|March 24, 2019
|Open ElasticSearch database discovered.
|March 24, 2019
|stepstorecovery.com emailed via their published email address.
|March 24, 2019
|Hosting provider for ElasticSearch database notified.
|March 25, 2019
|Hosting provider confirms server owner has taken down the exposed server.
|March 28, 2019
|A follow email sent to stepstorecovery.com, asking if they intended to notify their impacted users, no reply.
|April 15, 2019
|A follow email sent, no reply.
Recently I discovered an improperly secured ElasticSearch database that contained personally identifiable information (PII) related to individuals who had received medical treatment at an addiction treatment center. This data appears to cover patient data from mid 2016 - late 2018, and amounts to roughly 4.9 million rows of data. Following notification, the hosting provider of the database took prompt action to notify the owner of the database, but Steps to Recovery has yet to reply to any inquiries. To the best of my knowledge, the treatment center has not notified their patients regarding this leak of their PII.
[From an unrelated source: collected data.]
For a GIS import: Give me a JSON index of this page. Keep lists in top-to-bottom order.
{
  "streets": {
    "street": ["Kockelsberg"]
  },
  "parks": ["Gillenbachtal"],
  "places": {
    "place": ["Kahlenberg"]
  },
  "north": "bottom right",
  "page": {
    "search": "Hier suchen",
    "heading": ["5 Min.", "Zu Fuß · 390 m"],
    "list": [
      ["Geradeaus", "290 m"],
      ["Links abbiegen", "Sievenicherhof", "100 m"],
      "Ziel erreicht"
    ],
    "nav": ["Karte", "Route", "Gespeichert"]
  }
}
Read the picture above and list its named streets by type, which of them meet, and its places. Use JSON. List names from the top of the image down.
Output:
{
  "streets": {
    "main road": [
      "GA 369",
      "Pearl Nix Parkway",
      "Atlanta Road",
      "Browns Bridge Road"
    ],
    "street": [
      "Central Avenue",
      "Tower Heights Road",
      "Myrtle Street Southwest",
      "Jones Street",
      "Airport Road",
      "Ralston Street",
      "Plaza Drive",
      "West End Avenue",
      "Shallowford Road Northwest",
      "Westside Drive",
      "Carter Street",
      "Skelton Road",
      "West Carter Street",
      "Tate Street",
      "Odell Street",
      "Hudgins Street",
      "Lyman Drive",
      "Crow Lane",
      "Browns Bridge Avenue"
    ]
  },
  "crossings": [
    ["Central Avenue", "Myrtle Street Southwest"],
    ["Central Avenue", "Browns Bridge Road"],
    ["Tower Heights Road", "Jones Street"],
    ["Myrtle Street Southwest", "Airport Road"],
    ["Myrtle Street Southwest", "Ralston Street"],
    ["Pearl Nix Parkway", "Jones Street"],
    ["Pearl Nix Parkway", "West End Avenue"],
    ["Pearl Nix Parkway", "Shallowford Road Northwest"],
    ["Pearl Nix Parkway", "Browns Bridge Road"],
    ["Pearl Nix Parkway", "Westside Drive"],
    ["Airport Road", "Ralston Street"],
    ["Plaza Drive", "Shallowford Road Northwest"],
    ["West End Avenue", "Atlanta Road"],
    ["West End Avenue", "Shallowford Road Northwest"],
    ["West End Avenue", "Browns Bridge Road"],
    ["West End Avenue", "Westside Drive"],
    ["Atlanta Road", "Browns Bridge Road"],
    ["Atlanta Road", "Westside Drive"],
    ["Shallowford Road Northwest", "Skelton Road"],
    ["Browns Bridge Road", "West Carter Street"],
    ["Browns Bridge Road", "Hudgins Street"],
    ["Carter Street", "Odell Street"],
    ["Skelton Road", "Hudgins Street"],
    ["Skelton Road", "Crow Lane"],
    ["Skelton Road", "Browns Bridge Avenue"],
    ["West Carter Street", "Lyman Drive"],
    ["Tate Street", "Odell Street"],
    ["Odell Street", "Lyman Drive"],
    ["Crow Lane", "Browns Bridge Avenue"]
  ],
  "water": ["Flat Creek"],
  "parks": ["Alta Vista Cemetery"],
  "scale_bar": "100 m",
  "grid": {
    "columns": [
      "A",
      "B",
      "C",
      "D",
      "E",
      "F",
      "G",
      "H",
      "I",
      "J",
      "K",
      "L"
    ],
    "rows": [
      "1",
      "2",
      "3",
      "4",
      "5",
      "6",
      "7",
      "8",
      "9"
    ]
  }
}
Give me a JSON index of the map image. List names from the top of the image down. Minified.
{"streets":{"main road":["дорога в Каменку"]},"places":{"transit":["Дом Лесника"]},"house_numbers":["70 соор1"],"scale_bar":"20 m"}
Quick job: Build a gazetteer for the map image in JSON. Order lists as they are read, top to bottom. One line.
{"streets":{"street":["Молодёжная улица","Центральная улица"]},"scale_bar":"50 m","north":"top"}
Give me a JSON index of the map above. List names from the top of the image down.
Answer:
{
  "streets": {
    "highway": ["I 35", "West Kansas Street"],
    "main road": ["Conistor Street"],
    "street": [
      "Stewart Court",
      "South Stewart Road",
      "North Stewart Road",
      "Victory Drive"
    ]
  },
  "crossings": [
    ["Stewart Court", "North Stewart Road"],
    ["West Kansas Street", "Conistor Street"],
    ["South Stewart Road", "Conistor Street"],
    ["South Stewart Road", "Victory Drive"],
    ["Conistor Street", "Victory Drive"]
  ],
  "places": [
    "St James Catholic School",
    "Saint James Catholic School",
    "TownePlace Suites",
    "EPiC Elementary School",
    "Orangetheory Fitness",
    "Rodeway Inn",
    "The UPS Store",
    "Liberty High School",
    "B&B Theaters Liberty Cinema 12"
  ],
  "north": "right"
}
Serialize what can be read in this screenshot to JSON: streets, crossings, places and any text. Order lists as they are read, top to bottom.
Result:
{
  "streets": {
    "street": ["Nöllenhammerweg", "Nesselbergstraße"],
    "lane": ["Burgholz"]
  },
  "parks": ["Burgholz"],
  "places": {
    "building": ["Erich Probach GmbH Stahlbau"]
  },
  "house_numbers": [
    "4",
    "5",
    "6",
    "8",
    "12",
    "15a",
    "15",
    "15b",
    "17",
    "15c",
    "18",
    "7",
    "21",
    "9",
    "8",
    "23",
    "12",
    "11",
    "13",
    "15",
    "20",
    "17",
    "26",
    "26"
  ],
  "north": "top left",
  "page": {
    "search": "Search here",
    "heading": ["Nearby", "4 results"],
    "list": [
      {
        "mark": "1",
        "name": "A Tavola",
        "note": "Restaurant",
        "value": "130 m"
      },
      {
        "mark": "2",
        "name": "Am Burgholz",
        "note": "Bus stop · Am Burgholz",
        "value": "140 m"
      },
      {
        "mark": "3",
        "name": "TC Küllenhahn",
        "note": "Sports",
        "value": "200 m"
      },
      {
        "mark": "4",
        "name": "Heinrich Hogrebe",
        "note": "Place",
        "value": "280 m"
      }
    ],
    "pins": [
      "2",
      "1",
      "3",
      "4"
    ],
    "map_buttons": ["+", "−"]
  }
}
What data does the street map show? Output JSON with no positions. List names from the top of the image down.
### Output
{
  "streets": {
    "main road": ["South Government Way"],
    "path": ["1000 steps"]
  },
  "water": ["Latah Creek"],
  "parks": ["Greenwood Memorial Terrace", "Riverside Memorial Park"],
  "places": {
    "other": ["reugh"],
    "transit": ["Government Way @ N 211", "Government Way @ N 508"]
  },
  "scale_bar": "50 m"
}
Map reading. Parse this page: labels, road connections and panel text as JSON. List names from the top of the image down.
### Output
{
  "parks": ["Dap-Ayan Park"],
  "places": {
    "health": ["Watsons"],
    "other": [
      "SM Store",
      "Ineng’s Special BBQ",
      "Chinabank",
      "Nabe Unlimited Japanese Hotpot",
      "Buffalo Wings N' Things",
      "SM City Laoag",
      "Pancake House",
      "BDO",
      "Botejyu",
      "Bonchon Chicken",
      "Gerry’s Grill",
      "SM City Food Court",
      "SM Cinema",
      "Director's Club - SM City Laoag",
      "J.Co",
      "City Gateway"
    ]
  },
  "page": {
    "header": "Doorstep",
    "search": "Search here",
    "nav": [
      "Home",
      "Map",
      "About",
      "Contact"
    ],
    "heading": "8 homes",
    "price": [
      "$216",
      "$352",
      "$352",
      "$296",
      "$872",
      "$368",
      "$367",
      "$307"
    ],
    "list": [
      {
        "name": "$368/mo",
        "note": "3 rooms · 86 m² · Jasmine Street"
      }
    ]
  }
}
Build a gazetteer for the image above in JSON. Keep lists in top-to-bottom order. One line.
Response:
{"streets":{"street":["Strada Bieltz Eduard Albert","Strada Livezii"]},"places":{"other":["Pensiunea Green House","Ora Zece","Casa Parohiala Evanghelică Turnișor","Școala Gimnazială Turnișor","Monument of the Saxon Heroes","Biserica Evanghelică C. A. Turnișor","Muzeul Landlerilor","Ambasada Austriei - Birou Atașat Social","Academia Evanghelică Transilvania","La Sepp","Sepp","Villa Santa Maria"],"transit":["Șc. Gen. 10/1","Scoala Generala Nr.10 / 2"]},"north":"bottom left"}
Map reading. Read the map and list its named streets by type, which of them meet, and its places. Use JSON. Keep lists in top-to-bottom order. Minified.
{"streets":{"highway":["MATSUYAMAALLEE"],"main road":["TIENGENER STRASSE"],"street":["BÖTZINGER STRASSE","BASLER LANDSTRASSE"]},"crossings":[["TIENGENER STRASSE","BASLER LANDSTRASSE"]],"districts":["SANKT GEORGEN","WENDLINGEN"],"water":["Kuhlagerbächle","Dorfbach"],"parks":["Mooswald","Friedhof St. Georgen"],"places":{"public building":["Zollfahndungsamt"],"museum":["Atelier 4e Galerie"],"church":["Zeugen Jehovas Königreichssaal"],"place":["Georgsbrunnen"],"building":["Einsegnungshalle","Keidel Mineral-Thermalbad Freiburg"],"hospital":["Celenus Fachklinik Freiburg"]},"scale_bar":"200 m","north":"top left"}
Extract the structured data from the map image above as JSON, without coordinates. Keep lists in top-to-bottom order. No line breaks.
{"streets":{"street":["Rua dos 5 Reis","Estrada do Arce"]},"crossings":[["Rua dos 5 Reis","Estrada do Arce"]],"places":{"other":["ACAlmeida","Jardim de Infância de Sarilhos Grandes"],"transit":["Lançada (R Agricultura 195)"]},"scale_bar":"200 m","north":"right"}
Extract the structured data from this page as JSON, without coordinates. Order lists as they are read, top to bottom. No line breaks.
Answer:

While searching Shodan I recently discovered yet another ElasticSearch database that was exposed to the Internet without any form of authentication. Based on a quick review of the data it quickly became apparent that the database contained medical information and PII related to patients of some type of rehab center. Based on the name of the database and additional information in the database it appears this was patient data from Steps to Recovery, an addiction treatment center located in Levittown, PA. I initially notified Steps To Recovery regarding the data leak, but also notified the hosting provider given the sensitivity of the data. To date I have not received any reply from Steps To Recovery, but the hosting provider notified their customer who then promptly took action to disable access to the database. It is unclear if Steps To Recovery took this action, or if someone may have been running this database on their behalf.
The ElasticSearch database contained two indexes, roughly 1.45GB in size, containing 4.91 million documents. These are not large numbers, but given the sensitivity of any PII leak I treated this as an urgent issue.
infcharges 906Mi 2.74M
infpayments 549Mi 2.17M
Data related to multiple distinct patients was observed, though (luckily) it did appear that the number of unique patients was likely far fewer than the number of documents in the database would suggest. As demonstrated by the screenshot below, a single PatientID could have multiple rows of data for different medical procedures. Based on a random sample of 5,000 rows of data from the "infcharges" index, I observed 267 unique patients – or roughly 5.34% were unique. Assuming this trend continues, that would suggest the database contained roughly 146,316 unique patients. To reiterate – it's entirely possible this sample of 5,000 rows of data was not representative of the entire index of data though.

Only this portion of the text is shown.